In Tyrol, there is this story. An old lady visited the castle, and found its courtyard full of nobles and servants. One of these servants granted her a gold coin, and the scene vanished. As she left, she was met by a solider with a single match and holding his own head at his side. The solider warned her—tell anyone of this, and evil would befall her. The woman tried her best, until a magistrate learned of the gold she had. When the magistrate pressed her on the matter, and forced her to speak, she is whisked away and never seen again. Later, a young nobleman heard this tale and decided—being a knowledgeable sort—to see for himself what was atop the mountain. As he and a servant ascended, six times an unknown voice told them to desist. The solider was there again, and demanded to know who came—the nobleman declared “It is I!”. When asked who “I” was, the nobleman asked for his sword. But a terrible horseman with no head rode out, seized him, and vanished with him into the country side. The solider drove away the servant with his sword.
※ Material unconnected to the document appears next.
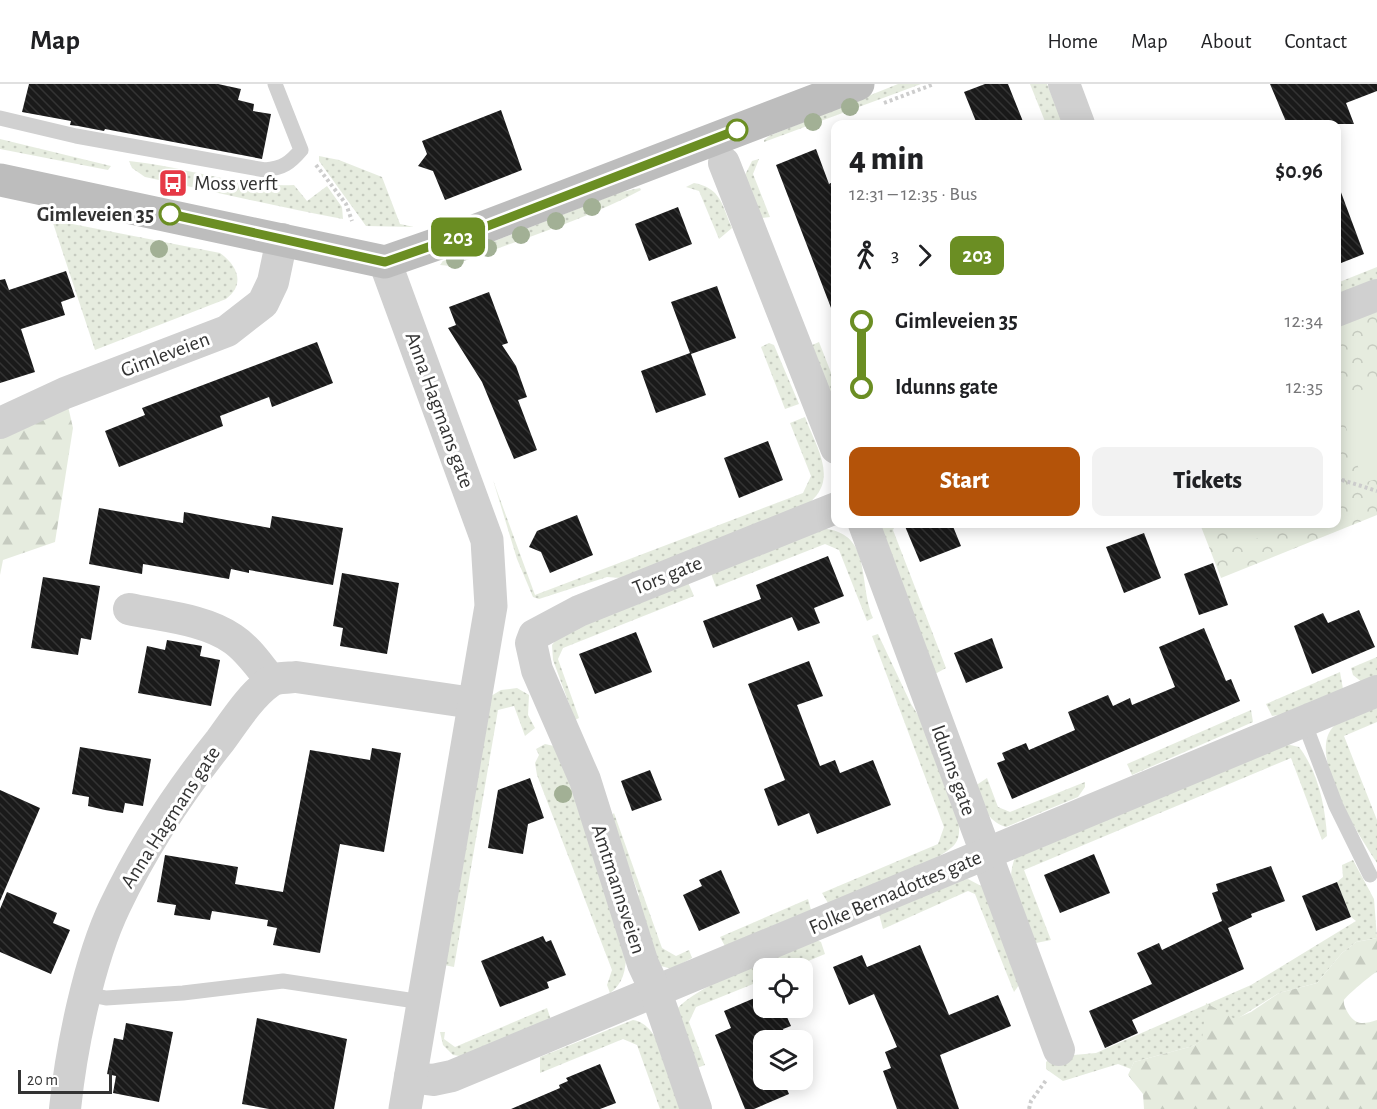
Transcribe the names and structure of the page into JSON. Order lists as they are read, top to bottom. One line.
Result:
{"streets":{"street":["Gimleveien","Anna Hagmans gate","Tors gate","Idunns gate","Amtmannsveien","Folke Bernadottes gate"]},"crossings":[["Anna Hagmans gate","Folke Bernadottes gate"],["Tors gate","Amtmannsveien"],["Idunns gate","Folke Bernadottes gate"],["Amtmannsveien","Folke Bernadottes gate"]],"places":{"bus stop":["Moss verft"],"other":["Gimleveien 35"]},"lines":["bus line 203"],"scale_bar":"20 m","page":{"header":"Map","nav":["Home","Map","About","Contact"],"on_map":"203","heading":["4 min","12:31 – 12:35 · Bus","$0.96"],"legs":["3","203"],"list":[{"name":"Gimleveien 35","value":"12:34"},{"name":"Idunns gate","value":"12:35"}],"buttons":["Start","Tickets"],"scale":"20 m"}}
In County Durham, England, there is another haunted and wretched hill. There is a strange hill is named after a dread worm. There was an heir of the Lambton family, some six hundred years ago, who ignored his obligations to God and humanity alike. Every Sunday it was his habit to go out fishing, and one such day he was raving about his woes to the local servants when his line was tugged. Thinking he’d caught a grand fish, he pulled and pulled—only to find a horrific, pale worm with many hooked teeth and eyes. Horrified, he fought with the thing—which would not let go of his wire. At last, after speaking with a stranger, he tossed it down a well. Where it grew.
And grew, and grew, until it was too big for the well. The worm rose out and grew so large it was able to circle a nearby hill three times—the hill thus named Worm Hill. The creature then laid waste to the countryside. The household of the heir worked hard to find a solution, the heir himself having repented and gone to wage some foreign war—perhaps service in the crusades. The creature cannot be stopped until seven years later the heir returns. Taking advice from a local sibyl, the heir places a suit of armor filled with spears near the great worm. The sibyls only demand was that he promise to kill the first thing he came across on his way home, or a curse would lay on his family to never die in their own bed for nine generations.
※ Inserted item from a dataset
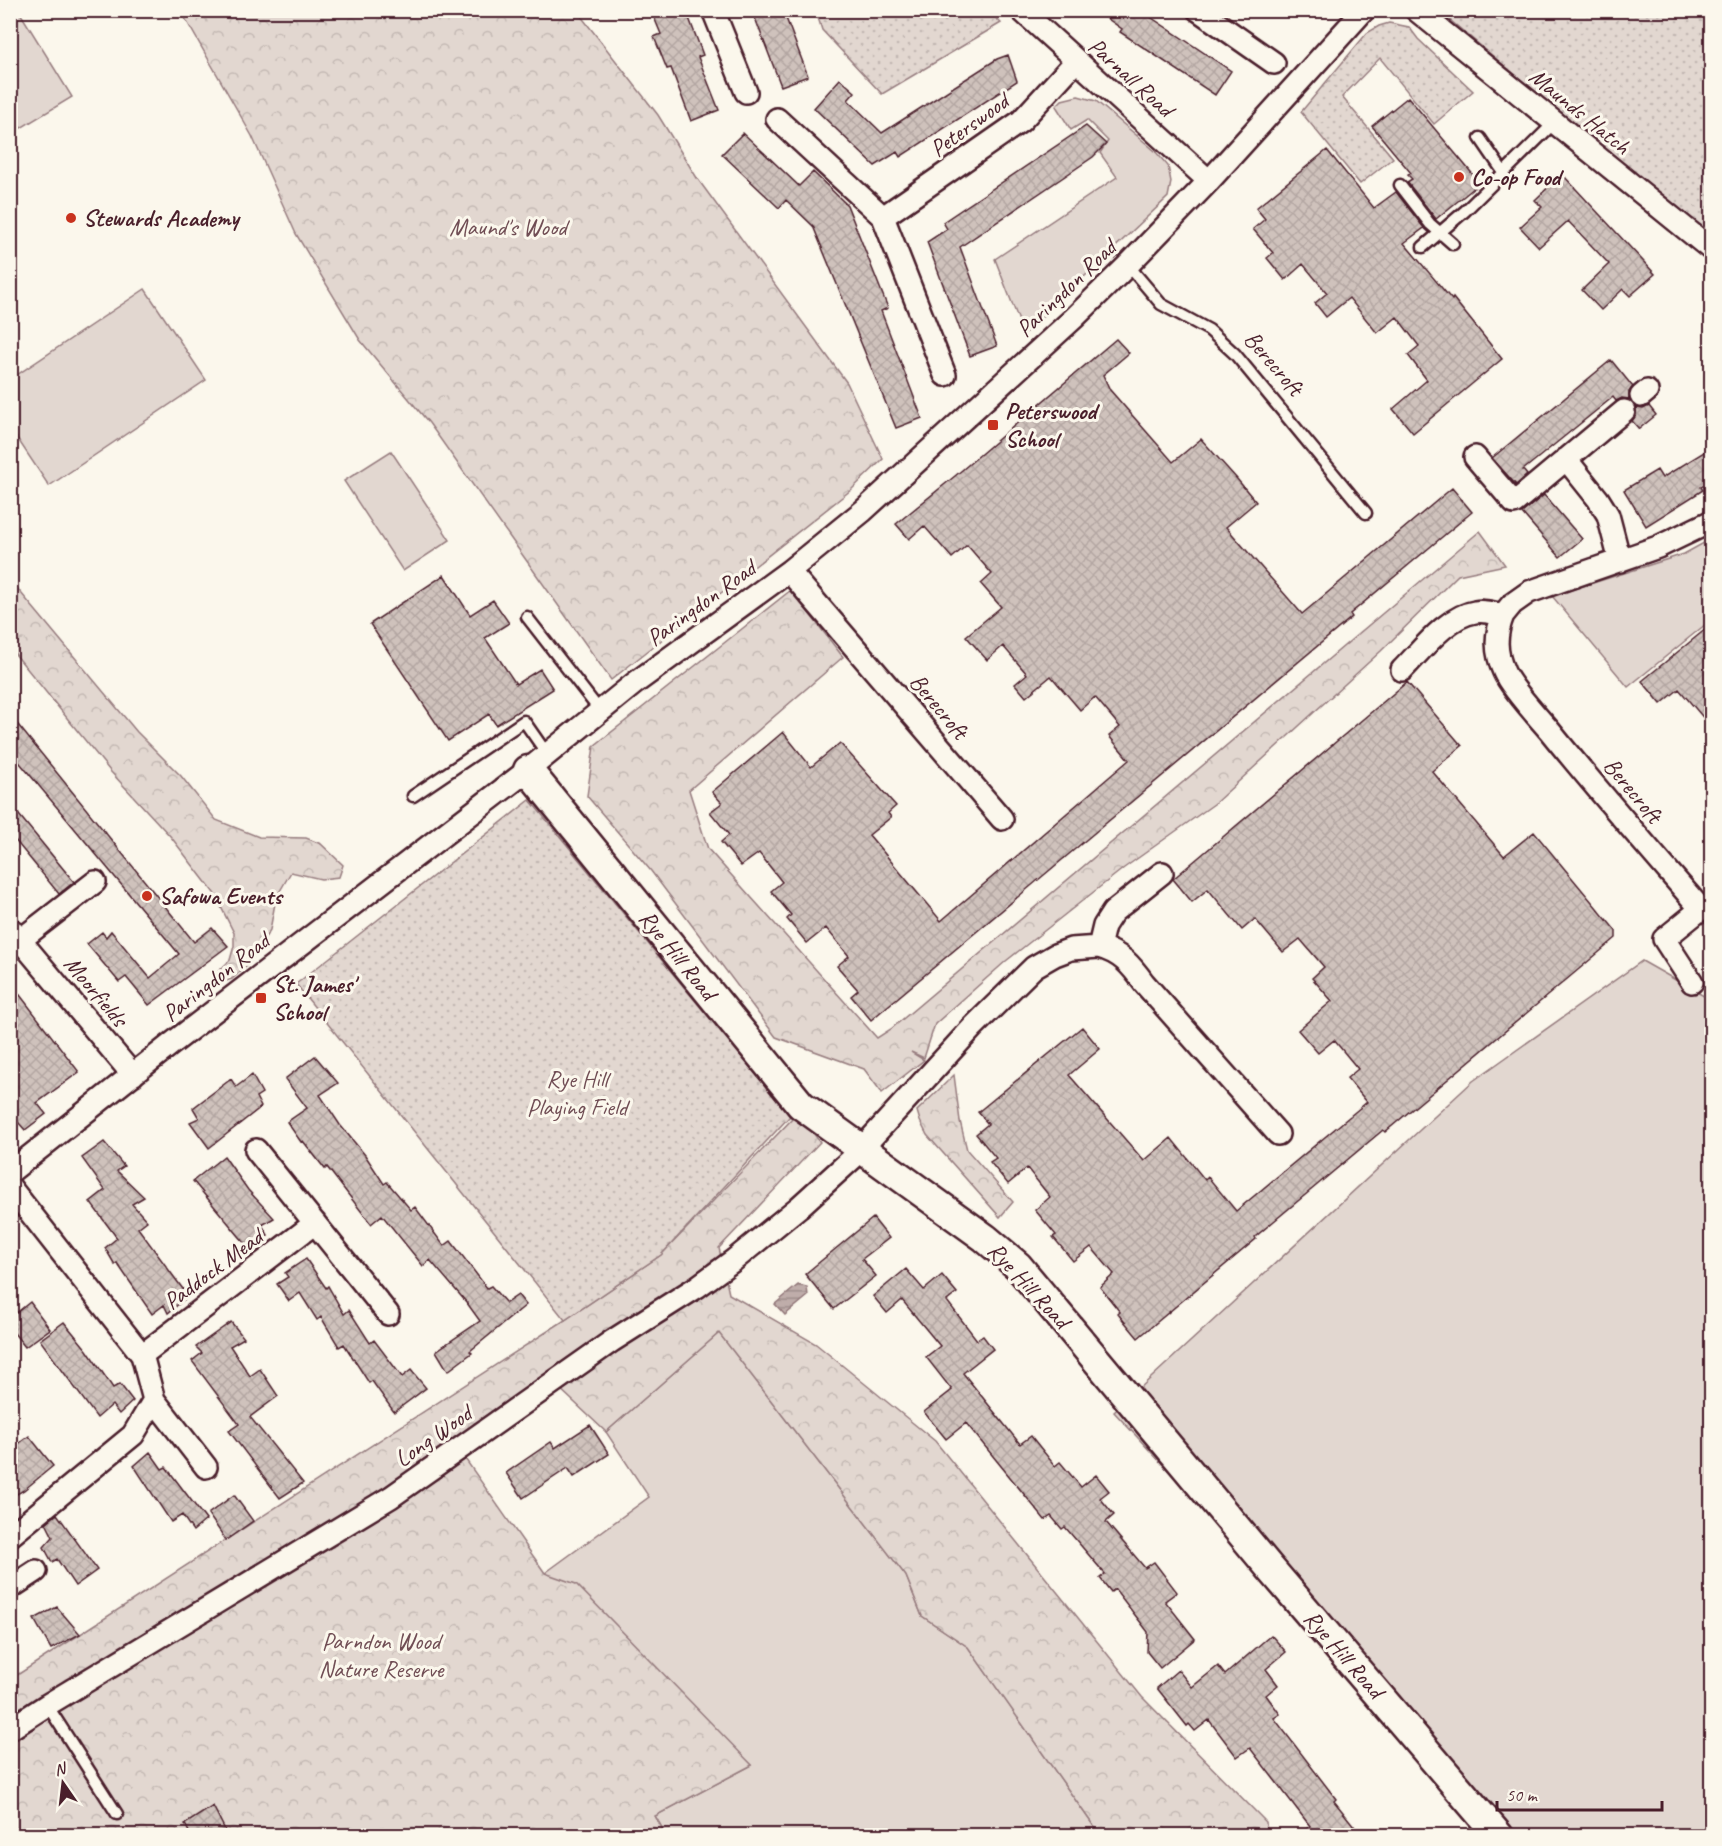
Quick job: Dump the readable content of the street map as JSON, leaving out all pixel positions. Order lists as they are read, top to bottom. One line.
{"streets":{"street":["Parnall Road","Maunds Hatch","Peterswood","Paringdon Road","Berecroft","Rye Hill Road","Moorfields","Paddock Mead","Long Wood"]},"crossings":[["Parnall Road","Peterswood"],["Parnall Road","Paringdon Road"],["Paringdon Road","Berecroft"],["Paringdon Road","Rye Hill Road"],["Paringdon Road","Moorfields"],["Rye Hill Road","Long Wood"]],"parks":["Maund's Wood","Rye Hill Playing Field","Parndon Wood Nature Reserve"],"places":{"other":["Co-op Food","Stewards Academy","Safowa Events"],"transit":["Peterswood School","St. James' School"]},"scale_bar":"50 m","north":"top"}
The heir did so and the serpent assaulted his armor. But the spears struck into its pale flesh, even as it wrapped tighter and tighter. At last, it bled so the entire river ran red, and the heir struck the creature dead. He sounded his horn in victory, and his father ran out to greet him. The heir was struck, and could not bring himself to kill his father. So he sounded again in terror, and killed the hound that ran out. But the curse held true.
Another hill in the Northern Counties held a poisonous winged creature, that frequently flew out and wrapped itself around Wormington—hence the name. This creature lived in a cave in a hillside. The panic the creature inspired was so great that villages ten miles away considered abandoning their homes. At last a champion stepped forward, and after his normal weapons failed, took some peat covered in pitch and shoved it down the beasts throat. The worm suffocated and its death contractions still mark the hill with spiral patterns.
A mountain in Italy bears lights for a terrible tale—one that I feel ought to have been exhumed from our work with the devil. Pietro Balliardo is the origin of this strange flame on a hill. This man had gained divination powers and command of the devil from a small bookshop. One of the first things he does is get revenge on a woman who refused him—she is found one night, burning atop a Mount, and all who pass by must stir the flame regardless of their will. He did other outrageous acts, a small Faustus of Italy who in his time repented his ways. I am sad to say he does not typically die, although he does beat his breast with a stone until he bleeds
Spook Light Hill in Indiana is a particularly haunted hill it seems, with strange ghostly lights. One source of these lights is an old man, looking for his daughter’s head—his daughter took a nasty horse-and-buggy crash a while back, and her head was cut clean off. Another explanation, related, claims it was a farmer who fell off his plow and somehow cut his own head off on the plow. Yet another story says it a ghost of a father from the 1800s. He wouldn’t let his daughter date, until one night she convinced him to let her date a solider. The solider apparently killed her, as her body was found outside the next day and the man is still hunting. Another story says instead it is from an old couple. One night they went out looking for a lost cow and her calve. The next morning the woman fell into an open grave and died—years later the man died of natural causes. And yet they are still seen looking for the old cow. The lights, however, remain and won’t say why.
From Cambridgeshire, we have hills formed of a dispute between the giant Gog and the giantess Magog. Every day they quarreled in their cave until Gog declared he would kill her. Magog fled at once, and out ran him easily. Gog then took up some nearby earth and threw it at Magog. He missed, creating the first hill. He missed again, making a larger hill. But the third struck home, and buried Magog alive—this made the highest hill yet. Similar stories in Shropeshire tell of giants who made the hills by hurling stones and dirt at each other across rivers and the valley.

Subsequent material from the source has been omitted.